At 16:06 on 29-10-2007, TidBITS Editors wrote:
> When you choose something from the Help menu in any application,
> what opens is no longer the Help Viewer application. It's an orphan
> window that floats over, and blocks your view of, everything else
> on the screen.

Though I have yet to upgrade to Leopard, like a previous poster I
actually think this is a good thing. Using Microsoft Office's help
always makes me wish that Apple's standard help viewer would float
instead of being a separate application. A floating window is better
precisely because I tend to look something up in help and want to
follow along in the application. It's far preferable for me not to
constantly switch between apps but to work in the app and still have
the instructions floating on screen. I actually think that it's only
on huge three-screen setups that the separate help viewer app is
useful, because then you can position it so it's still visible when
in the actual application.

> I've already started to make plans for writing my own alternative
> help application that will act like an ordinary application.
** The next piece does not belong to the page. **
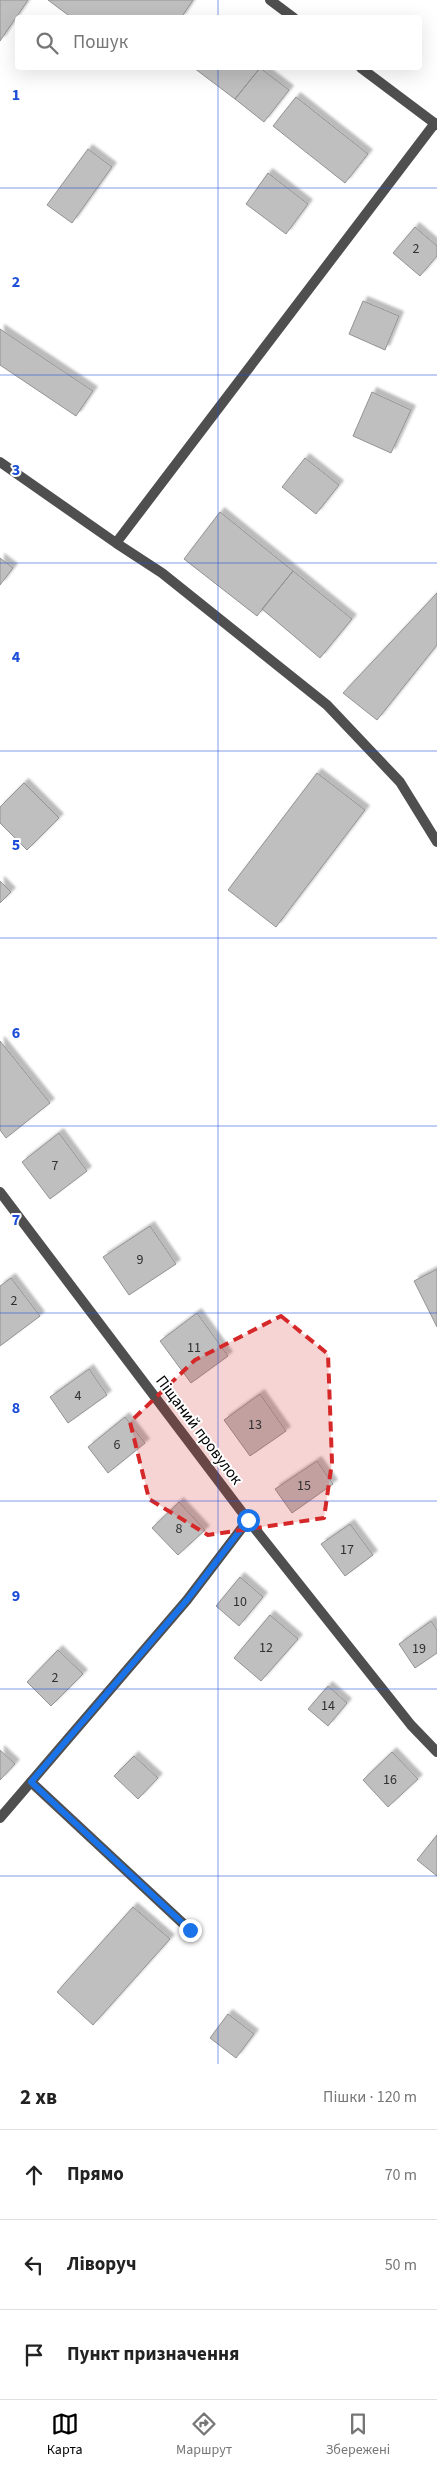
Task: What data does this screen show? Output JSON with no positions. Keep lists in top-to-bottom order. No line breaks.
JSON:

That will be great for those who prefer a separate application, but I
hope any software using this alternative help application only makes
it optional!

> Some of us even make a living out of running a Classic application,
> as I do with FrameMaker.

Whereby "us" you are presumably including Apple's documentation
division. Look at the info for Leopard PDFs (such as "Mac OS X Server
10.5 Getting Started") and you'll see that they are created by
FrameMaker 6.0. I think it's funny that there is obviously a large
department in Apple equipped with 'old' (PPC) computers and unable to
run Leopard, because they need FrameMaker to turn out all of Apple's
documentation (including the documentation for Pages). How long can
this last?! I would have thought that internal use alone would have
been enough of a reason to include Classic in 10.5.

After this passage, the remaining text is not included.